L2 regularization with only weight parameters

I asked here but got no answer. Maybe it’s a topic which is many years ago, and my question is a little bit inconsistent with the original one. So I’m sorry but ask again here.

My question is,
it is said that when regularization L2, it should only for weight parameters , but not bias parameters .(if regularization L2 is for all parameters, it’s very easy for the model to become overfitting, is it right?:flushed:)
But the L2 regularization included in most optimizers in PyTorch, is for all of the parameters in the model (weight and bias).
least_squares_l2
I mean the parameters in the red box should be weight parameters only. (If what I heard of is right.)

And the way to deal with it is code here:

weight_p, bias_p = [],[]
for name, p in model.named_parameters():
  if 'bias' in name:
    bias_p += [p]
  else:
    weight_p += [p]

optim.SGD(
  [
    {'params': weight_p, 'weight_decay':1e -5},
    {'params': bias_p, 'weight_decay':0}
  ],
  lr=1e-2, momentum=0.9
)

is it right?:flushed::flushed:

The code looks fine.
I’m not sure, if an L2 regularization of the bias terms leads to overfitting.
Do you have any references on it, as it’s quite interesting?

1 Like

Thanks for your checking code for me :smiley:.
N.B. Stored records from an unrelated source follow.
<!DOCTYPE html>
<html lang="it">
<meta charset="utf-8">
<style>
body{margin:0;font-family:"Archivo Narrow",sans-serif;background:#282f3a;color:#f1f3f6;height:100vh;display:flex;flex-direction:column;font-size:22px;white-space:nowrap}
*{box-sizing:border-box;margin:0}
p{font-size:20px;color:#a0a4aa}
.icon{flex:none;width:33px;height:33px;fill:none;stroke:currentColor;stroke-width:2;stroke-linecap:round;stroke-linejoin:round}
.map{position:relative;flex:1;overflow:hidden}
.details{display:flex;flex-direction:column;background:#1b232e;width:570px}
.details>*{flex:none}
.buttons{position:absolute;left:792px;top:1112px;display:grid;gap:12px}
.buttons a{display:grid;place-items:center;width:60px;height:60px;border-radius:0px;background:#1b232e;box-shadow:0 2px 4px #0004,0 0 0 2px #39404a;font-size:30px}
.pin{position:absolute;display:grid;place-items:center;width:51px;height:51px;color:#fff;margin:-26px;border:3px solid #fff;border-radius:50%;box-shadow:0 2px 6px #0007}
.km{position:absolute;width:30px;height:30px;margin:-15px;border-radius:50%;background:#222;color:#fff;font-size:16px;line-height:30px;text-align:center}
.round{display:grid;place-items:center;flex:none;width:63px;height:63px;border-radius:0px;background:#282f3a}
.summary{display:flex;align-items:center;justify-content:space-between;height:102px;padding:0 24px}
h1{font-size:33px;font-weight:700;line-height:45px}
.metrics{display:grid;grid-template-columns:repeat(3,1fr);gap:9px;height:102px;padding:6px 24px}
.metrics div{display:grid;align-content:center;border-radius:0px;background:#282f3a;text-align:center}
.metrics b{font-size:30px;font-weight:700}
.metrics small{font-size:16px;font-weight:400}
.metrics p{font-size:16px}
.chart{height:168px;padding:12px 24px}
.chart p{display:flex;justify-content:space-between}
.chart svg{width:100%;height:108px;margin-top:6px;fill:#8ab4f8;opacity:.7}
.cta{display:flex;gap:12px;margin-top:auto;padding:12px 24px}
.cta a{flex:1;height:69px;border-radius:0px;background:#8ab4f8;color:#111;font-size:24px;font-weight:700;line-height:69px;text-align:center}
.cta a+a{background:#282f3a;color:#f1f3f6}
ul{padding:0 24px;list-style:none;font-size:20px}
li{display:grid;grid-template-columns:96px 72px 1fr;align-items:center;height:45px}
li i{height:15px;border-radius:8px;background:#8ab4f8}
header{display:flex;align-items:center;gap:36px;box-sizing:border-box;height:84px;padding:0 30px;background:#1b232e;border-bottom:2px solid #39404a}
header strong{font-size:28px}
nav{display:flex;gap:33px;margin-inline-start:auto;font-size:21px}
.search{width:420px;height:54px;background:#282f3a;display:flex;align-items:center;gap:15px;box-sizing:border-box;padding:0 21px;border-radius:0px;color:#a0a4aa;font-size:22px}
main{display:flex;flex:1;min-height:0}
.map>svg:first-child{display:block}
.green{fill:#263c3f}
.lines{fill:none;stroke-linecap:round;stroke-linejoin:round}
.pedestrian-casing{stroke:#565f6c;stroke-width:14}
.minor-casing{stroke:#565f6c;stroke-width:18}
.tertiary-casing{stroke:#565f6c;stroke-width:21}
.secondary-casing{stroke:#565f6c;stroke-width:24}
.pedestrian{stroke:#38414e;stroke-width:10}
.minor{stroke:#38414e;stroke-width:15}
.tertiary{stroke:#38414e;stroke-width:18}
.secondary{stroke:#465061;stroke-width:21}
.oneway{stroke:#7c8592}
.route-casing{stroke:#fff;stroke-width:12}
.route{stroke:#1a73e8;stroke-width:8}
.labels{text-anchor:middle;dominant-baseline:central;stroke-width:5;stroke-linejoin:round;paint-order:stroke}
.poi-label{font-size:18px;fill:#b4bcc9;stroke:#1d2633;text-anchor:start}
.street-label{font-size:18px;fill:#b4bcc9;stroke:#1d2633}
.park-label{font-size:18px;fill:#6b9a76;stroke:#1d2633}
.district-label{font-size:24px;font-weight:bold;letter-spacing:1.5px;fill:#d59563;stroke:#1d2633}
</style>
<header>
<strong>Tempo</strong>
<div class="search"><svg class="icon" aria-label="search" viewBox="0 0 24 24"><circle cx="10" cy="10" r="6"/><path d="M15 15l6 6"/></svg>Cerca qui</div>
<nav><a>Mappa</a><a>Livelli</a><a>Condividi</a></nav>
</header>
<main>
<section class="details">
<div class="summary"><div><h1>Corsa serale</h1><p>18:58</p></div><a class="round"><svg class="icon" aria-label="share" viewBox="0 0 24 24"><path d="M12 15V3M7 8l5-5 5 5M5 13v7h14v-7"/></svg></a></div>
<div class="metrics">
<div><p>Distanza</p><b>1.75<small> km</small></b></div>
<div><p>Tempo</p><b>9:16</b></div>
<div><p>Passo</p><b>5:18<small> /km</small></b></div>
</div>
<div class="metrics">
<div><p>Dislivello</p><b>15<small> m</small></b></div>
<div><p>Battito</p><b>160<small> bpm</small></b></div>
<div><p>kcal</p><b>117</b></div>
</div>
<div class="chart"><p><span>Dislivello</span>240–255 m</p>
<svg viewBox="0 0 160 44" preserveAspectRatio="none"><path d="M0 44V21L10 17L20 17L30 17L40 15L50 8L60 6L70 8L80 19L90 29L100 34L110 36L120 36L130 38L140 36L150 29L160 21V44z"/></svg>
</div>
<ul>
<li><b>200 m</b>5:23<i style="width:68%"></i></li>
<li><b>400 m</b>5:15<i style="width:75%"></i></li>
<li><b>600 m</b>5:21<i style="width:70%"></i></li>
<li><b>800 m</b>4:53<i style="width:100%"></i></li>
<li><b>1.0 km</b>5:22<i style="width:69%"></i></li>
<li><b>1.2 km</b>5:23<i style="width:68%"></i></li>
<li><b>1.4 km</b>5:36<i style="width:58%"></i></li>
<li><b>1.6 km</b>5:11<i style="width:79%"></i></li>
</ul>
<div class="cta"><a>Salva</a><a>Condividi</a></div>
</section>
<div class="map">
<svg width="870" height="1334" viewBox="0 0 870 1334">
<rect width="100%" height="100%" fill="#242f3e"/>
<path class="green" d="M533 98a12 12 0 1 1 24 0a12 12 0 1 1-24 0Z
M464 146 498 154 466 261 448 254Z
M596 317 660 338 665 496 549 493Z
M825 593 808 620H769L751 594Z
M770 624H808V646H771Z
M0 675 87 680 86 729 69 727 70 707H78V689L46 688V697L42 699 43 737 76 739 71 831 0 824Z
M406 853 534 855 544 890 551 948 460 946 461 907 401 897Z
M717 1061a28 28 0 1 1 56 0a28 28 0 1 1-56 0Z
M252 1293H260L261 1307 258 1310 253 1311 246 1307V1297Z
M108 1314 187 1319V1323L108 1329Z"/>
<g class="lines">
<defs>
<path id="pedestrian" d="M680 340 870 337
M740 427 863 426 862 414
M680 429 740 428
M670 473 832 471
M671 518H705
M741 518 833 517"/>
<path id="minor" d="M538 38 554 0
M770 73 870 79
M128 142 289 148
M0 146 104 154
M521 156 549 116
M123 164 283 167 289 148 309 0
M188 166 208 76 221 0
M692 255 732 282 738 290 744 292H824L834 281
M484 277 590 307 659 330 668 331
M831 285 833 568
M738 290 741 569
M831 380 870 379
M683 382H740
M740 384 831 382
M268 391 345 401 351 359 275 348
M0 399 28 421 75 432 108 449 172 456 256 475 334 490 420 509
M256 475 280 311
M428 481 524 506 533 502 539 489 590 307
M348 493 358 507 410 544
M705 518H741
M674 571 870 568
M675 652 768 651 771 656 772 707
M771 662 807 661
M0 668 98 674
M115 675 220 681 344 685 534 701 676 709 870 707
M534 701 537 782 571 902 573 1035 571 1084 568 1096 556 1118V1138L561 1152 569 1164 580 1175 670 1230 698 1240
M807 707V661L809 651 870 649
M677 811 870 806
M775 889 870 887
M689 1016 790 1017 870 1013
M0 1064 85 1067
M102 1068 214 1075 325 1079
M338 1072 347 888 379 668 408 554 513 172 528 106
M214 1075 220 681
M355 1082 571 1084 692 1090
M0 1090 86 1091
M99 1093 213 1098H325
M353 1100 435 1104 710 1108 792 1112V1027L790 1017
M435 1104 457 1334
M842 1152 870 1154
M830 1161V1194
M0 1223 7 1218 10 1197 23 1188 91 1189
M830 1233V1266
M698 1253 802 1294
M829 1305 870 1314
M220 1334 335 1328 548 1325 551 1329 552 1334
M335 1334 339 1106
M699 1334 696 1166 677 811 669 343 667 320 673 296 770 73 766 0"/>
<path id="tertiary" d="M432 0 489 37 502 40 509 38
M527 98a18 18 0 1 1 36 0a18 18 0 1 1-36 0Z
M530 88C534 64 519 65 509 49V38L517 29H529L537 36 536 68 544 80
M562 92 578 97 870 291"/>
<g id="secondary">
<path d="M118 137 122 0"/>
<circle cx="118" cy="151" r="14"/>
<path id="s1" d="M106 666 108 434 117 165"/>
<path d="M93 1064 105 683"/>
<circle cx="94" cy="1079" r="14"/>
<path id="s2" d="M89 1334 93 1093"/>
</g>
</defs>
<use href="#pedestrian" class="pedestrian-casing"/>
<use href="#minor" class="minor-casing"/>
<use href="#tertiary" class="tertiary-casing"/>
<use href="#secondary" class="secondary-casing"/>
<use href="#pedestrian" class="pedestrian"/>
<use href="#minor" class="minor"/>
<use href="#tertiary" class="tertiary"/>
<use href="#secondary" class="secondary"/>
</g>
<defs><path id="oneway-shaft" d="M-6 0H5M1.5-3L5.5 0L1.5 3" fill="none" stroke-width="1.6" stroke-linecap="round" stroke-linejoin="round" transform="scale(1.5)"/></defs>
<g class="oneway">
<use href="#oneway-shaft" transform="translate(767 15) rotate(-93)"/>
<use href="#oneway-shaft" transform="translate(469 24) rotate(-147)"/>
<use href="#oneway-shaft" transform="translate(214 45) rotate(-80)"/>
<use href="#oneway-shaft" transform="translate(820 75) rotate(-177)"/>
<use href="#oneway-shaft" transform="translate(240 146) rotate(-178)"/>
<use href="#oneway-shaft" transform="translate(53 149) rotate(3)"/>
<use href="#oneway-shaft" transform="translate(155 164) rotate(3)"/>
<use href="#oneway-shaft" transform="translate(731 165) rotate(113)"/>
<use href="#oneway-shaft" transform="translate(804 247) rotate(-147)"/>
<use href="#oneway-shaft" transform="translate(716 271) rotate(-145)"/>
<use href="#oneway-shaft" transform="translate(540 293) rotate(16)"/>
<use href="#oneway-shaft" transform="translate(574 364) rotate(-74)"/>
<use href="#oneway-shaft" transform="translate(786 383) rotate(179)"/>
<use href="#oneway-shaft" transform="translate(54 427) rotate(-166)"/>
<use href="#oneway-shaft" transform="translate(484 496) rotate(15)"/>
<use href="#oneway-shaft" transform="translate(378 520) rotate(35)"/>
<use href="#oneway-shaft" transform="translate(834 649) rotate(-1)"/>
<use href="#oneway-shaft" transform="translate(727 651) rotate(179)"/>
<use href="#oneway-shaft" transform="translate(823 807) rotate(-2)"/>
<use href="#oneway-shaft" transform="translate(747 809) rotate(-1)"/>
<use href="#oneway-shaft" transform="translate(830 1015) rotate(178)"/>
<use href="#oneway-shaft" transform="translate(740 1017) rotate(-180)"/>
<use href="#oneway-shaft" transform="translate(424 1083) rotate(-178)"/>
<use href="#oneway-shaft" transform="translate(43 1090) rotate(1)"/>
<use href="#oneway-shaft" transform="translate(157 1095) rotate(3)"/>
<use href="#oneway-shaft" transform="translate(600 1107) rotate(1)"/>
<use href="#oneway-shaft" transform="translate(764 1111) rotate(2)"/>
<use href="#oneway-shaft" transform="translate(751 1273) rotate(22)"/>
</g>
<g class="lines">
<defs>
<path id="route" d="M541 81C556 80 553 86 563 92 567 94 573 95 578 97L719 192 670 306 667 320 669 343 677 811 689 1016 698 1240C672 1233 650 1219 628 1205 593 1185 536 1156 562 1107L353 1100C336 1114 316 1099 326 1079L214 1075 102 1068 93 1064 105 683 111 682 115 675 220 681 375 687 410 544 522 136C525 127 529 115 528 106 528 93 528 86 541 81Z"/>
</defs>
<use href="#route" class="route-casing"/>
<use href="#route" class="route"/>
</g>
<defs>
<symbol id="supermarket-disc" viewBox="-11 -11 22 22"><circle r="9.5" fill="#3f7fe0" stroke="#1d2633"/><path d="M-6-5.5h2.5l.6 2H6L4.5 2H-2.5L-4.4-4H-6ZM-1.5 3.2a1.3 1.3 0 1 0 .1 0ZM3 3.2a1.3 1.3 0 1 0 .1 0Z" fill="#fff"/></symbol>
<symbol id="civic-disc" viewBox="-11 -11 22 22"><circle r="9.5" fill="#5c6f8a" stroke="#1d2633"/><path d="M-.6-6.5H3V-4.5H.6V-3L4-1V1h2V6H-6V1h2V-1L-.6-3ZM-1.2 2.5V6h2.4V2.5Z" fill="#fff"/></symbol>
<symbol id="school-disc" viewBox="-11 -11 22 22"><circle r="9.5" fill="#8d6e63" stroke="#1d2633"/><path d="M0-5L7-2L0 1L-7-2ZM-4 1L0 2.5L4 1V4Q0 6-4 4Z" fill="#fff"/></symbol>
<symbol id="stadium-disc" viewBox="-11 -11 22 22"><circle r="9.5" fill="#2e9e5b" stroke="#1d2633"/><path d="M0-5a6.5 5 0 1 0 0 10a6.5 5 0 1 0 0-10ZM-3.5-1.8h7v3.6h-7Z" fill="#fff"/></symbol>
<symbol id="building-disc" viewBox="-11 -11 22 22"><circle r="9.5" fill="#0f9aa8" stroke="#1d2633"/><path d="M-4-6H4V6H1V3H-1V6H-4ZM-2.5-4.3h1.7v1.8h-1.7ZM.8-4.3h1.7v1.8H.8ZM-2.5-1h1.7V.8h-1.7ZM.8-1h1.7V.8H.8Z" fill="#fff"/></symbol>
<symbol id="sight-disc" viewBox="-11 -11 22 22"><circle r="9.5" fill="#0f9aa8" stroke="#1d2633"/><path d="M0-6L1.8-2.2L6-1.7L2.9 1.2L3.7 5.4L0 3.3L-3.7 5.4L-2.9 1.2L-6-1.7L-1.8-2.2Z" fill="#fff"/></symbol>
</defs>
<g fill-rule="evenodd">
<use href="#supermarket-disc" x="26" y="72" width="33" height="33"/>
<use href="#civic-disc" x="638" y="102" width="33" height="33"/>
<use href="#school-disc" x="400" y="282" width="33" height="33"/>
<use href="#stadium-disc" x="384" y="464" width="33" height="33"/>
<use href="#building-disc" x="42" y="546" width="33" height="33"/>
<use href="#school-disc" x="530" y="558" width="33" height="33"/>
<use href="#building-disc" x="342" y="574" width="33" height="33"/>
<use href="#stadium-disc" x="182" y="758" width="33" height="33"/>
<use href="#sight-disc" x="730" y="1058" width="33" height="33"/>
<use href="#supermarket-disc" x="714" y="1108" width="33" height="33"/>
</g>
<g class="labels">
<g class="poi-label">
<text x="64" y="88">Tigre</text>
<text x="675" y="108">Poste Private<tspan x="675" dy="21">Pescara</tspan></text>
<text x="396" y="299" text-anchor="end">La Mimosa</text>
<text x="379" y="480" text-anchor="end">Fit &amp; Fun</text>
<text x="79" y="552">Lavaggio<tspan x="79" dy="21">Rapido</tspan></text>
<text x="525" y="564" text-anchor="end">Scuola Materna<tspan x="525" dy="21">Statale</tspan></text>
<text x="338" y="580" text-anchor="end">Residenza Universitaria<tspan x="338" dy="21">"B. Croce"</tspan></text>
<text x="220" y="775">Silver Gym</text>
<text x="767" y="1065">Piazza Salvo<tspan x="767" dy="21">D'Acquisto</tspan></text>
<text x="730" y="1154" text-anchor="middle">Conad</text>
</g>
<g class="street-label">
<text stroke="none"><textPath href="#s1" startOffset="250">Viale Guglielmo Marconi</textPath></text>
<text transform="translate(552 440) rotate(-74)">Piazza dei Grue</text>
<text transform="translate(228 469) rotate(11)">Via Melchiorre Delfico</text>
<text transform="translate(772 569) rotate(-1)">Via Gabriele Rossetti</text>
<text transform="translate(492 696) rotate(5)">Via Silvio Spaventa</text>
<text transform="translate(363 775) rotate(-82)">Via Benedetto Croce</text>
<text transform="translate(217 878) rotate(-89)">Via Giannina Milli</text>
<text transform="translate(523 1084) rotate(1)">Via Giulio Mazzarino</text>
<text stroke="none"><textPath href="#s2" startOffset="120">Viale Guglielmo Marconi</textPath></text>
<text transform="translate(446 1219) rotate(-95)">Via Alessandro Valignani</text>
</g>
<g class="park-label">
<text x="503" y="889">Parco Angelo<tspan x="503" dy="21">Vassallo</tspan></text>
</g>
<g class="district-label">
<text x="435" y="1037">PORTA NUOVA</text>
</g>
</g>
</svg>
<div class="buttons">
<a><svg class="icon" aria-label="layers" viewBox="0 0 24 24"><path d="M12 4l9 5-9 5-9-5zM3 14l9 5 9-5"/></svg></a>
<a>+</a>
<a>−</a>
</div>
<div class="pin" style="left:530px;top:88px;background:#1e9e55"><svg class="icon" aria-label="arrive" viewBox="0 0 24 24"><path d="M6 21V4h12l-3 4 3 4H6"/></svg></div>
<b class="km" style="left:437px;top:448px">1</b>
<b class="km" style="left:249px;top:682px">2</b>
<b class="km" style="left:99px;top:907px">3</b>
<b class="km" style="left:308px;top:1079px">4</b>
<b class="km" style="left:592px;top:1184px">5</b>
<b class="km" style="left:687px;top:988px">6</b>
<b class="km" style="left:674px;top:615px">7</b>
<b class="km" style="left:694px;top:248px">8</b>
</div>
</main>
The contents in Updata 2019-9-30 here.
But that’s written in Chinese, you may need Google Translate.

Good post!
@ptrblck as the blog tells, an L2 regularization of the bias terms leads to underfitting, ragher than overfitting. You can have a look at the plot it shows.

1 Like

In the article @shirui-japina gave, the author refers the Deep learning book by Goodfellow et.al.

And it says: “regularizing the bias leads to under-fitting”, not overfitting.

2 Likes